(Record extracts)

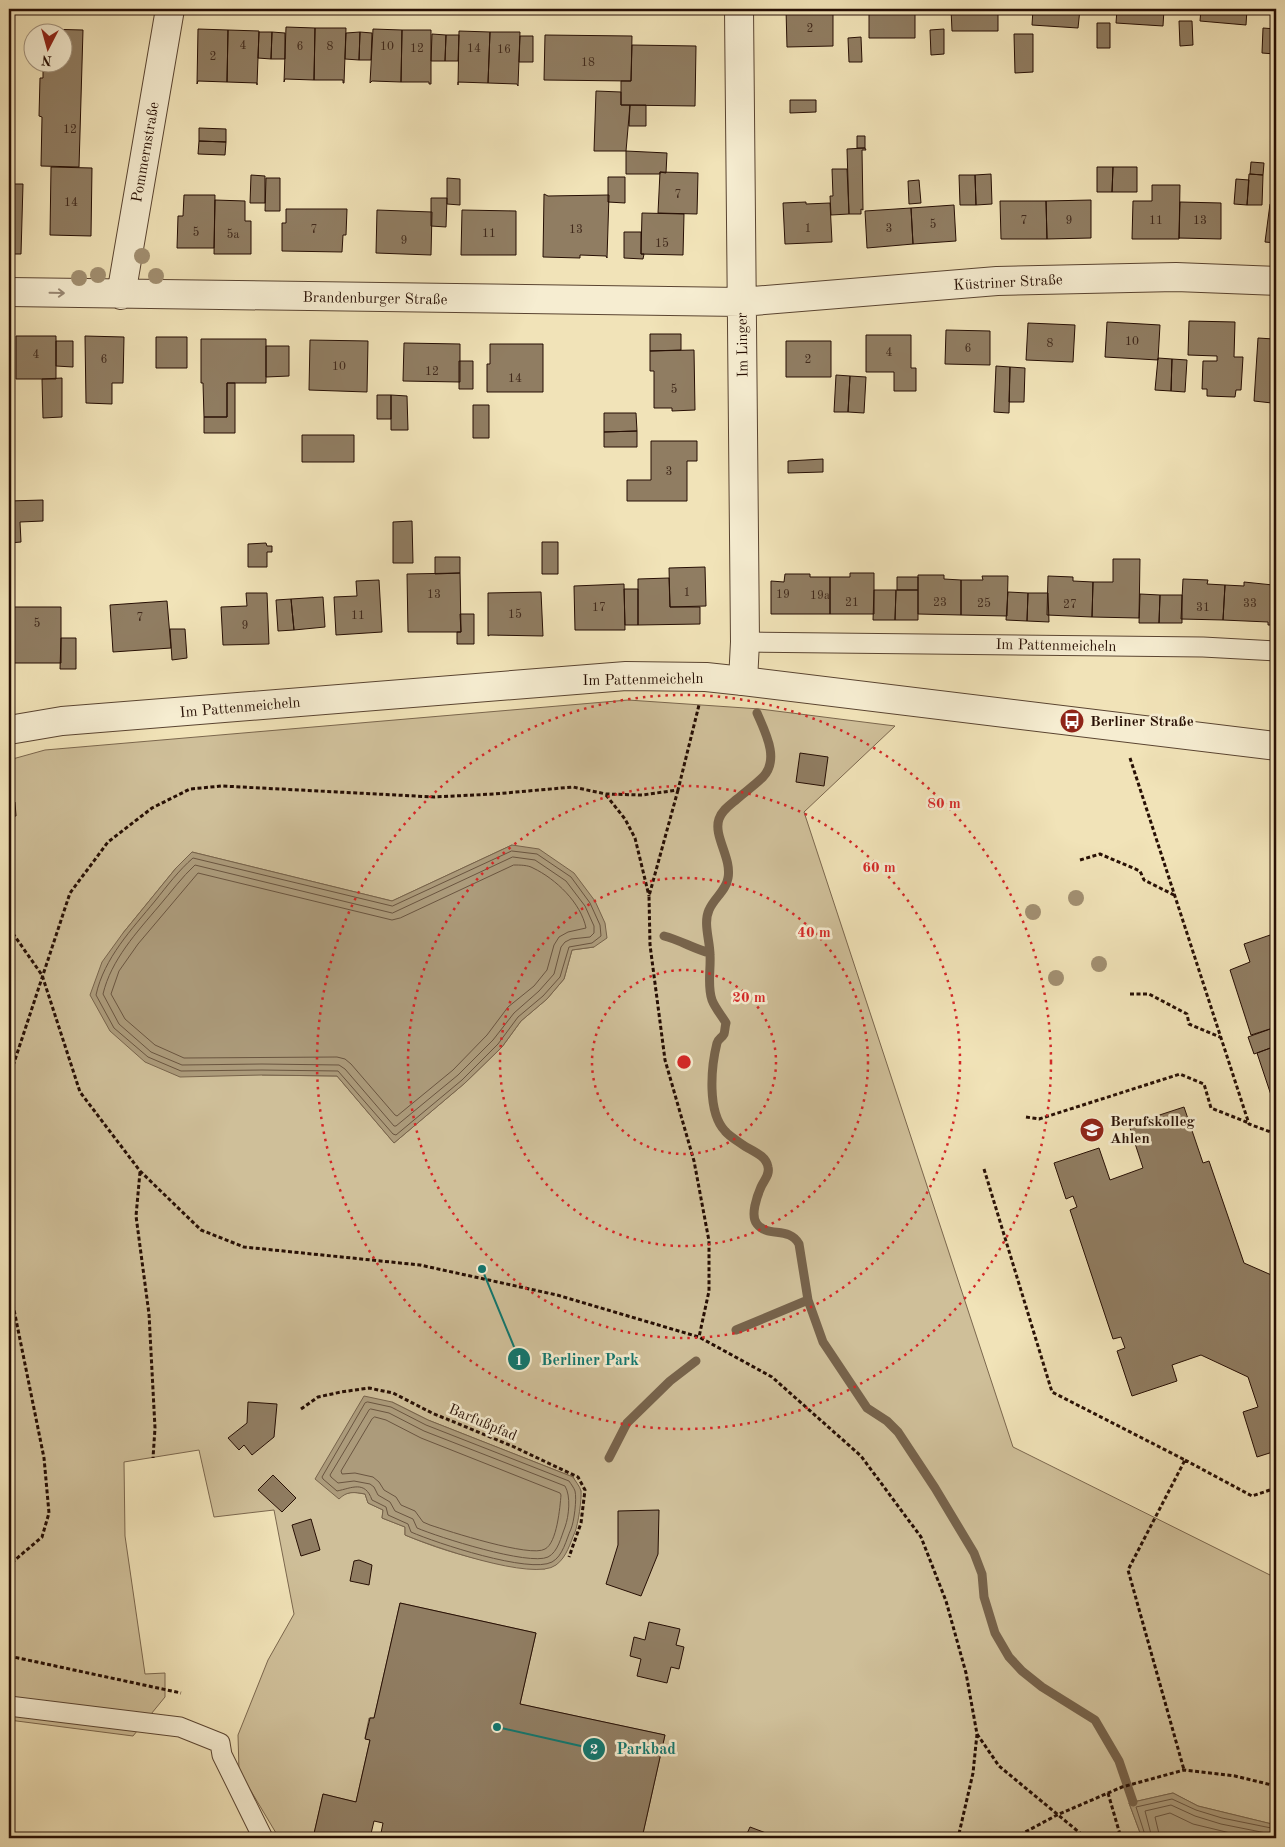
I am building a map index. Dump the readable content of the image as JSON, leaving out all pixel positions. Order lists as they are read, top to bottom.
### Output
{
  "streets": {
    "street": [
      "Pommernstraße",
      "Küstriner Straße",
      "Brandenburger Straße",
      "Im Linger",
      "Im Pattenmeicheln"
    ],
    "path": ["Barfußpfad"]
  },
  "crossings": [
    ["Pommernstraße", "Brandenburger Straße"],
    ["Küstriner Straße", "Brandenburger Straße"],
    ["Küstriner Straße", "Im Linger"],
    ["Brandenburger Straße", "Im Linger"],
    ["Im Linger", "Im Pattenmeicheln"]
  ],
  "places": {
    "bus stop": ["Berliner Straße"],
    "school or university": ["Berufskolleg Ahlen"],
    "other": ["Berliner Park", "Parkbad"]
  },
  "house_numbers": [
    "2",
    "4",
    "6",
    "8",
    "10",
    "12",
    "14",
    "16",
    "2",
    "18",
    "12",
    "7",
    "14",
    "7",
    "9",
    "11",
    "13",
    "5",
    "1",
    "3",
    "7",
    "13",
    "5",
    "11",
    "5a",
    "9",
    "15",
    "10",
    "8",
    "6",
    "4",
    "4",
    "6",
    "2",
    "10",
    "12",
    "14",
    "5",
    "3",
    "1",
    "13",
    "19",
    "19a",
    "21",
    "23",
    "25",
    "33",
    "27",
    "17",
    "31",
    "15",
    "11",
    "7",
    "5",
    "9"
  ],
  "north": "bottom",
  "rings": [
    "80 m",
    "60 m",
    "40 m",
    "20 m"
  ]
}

(End Record extracts)

Problem to solve:
Count lines above with the word "Linger". Give the number only.

Solved problem:
4